■ EXERCISE: Given the records below, pull every line with the word "gazetteer" into the answer.

[Collected data entries]
·····

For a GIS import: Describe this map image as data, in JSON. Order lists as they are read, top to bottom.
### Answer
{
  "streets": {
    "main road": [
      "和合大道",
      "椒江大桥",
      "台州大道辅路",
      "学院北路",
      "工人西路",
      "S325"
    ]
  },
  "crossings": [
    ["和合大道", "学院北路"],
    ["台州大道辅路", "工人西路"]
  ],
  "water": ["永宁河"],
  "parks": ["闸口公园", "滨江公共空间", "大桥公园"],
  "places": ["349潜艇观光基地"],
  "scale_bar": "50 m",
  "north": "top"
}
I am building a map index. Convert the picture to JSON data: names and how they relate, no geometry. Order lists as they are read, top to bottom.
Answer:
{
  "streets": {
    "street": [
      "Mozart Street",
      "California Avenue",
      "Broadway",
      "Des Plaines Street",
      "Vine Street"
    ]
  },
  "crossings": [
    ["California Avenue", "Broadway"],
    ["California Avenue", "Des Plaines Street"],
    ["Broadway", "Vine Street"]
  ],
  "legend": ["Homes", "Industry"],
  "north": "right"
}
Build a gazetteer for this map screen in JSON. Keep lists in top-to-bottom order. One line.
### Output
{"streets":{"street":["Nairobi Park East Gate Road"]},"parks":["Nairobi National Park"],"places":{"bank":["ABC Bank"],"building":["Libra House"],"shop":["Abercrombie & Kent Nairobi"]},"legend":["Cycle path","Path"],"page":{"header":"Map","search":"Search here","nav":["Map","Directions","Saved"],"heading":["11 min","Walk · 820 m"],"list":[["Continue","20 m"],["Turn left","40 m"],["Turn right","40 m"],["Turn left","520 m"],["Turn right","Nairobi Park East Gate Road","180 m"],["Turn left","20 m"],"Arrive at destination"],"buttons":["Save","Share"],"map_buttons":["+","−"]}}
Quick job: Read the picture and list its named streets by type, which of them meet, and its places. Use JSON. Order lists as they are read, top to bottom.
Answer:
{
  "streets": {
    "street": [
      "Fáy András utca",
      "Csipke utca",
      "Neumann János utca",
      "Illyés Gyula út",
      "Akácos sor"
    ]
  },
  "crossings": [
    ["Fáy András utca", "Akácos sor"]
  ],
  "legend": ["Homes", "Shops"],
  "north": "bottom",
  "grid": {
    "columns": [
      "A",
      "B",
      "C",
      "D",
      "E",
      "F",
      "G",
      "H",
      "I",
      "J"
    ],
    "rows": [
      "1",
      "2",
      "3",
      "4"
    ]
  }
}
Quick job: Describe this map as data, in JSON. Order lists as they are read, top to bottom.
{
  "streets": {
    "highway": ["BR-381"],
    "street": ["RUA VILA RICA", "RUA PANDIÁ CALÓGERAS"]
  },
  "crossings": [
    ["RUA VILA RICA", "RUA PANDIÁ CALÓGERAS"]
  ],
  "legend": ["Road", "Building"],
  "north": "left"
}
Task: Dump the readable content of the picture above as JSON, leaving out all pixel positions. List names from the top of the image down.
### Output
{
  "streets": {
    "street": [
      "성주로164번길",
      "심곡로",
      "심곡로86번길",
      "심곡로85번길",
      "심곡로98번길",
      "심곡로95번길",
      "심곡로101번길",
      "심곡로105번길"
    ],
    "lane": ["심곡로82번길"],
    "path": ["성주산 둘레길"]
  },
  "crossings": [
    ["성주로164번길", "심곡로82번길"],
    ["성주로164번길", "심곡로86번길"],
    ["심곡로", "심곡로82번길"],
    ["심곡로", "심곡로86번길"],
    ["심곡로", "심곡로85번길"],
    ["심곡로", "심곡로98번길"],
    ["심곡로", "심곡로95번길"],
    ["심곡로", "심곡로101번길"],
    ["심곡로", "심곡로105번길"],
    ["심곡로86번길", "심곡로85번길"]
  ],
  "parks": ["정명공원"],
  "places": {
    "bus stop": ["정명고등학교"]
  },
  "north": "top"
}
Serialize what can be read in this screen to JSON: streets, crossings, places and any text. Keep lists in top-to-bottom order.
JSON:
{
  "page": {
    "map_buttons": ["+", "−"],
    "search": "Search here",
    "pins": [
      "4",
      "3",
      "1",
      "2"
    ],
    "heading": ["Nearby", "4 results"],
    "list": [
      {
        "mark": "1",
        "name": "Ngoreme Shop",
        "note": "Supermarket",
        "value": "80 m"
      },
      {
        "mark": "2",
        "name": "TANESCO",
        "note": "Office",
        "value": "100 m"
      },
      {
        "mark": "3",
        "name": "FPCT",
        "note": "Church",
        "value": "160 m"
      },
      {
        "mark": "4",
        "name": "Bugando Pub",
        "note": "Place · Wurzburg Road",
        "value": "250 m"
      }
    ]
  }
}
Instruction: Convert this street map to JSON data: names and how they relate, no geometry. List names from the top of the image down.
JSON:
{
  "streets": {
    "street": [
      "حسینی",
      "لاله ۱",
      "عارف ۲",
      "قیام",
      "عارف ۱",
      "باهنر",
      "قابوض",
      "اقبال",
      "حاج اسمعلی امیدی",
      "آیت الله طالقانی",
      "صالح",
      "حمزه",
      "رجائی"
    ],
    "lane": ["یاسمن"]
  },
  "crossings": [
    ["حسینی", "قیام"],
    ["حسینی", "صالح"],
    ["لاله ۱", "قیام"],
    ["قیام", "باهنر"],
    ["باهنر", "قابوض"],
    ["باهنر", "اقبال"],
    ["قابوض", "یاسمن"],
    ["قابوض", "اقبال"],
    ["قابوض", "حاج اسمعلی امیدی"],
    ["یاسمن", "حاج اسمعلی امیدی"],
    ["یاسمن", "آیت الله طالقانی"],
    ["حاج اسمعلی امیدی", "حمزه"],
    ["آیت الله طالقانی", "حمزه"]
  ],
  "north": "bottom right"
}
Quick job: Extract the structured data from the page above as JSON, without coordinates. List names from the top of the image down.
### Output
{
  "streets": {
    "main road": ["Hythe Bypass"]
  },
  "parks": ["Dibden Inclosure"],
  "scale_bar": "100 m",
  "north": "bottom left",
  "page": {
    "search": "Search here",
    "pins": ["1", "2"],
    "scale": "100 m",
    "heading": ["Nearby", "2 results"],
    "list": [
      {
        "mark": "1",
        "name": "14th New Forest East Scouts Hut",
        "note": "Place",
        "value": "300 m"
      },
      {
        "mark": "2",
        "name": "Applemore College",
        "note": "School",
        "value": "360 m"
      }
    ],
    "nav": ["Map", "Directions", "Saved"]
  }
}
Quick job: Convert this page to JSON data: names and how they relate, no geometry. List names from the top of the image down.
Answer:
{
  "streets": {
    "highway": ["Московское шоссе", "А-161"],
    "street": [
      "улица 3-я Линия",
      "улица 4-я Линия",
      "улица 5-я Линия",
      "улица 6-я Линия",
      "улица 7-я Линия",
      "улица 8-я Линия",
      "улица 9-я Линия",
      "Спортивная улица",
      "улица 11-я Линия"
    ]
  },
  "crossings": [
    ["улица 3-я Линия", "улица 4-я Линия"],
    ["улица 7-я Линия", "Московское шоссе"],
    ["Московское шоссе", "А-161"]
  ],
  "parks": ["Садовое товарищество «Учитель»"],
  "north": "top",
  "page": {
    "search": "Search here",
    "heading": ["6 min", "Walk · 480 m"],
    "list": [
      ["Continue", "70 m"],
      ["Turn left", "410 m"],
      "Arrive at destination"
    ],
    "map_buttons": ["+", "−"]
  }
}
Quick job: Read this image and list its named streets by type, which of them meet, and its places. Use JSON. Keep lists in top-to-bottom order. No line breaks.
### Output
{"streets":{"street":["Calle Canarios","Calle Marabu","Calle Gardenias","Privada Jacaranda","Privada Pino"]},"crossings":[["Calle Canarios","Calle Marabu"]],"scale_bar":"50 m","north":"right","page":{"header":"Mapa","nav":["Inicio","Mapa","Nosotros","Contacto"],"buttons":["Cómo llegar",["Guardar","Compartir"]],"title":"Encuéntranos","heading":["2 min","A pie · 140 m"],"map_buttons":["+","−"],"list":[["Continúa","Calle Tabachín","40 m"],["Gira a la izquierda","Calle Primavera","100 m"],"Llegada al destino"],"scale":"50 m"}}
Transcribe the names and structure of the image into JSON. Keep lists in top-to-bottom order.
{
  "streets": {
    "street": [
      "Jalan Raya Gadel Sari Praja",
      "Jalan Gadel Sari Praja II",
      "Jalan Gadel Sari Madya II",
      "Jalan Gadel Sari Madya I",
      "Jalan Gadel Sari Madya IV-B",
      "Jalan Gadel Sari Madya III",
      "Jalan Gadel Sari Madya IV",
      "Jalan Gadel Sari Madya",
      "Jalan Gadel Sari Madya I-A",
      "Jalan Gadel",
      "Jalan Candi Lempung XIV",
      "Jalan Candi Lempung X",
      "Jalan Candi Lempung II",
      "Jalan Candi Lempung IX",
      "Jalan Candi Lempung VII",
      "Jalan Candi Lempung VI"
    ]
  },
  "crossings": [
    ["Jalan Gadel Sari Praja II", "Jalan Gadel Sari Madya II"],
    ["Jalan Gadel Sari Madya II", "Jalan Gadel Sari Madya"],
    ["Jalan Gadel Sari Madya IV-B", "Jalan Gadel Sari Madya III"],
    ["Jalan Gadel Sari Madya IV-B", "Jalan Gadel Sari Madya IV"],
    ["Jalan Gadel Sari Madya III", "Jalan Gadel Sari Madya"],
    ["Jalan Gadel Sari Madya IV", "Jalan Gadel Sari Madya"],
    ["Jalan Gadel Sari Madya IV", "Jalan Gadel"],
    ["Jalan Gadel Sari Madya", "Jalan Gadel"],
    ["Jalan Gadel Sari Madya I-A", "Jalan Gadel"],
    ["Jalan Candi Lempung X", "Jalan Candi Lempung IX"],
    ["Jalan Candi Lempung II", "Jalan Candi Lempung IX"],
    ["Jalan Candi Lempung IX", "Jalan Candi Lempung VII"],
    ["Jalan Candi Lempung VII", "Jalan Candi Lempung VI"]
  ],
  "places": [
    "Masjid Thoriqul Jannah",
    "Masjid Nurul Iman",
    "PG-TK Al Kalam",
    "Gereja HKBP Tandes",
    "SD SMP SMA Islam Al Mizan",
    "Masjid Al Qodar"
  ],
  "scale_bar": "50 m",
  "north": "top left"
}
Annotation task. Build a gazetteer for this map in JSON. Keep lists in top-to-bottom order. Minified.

·····

■ ANSWER BELOW:
Build a gazetteer for this map screen in JSON. Keep lists in top-to-bottom order. One line.
Annotation task. Build a gazetteer for this map in JSON. Keep lists in top-to-bottom order. Minified.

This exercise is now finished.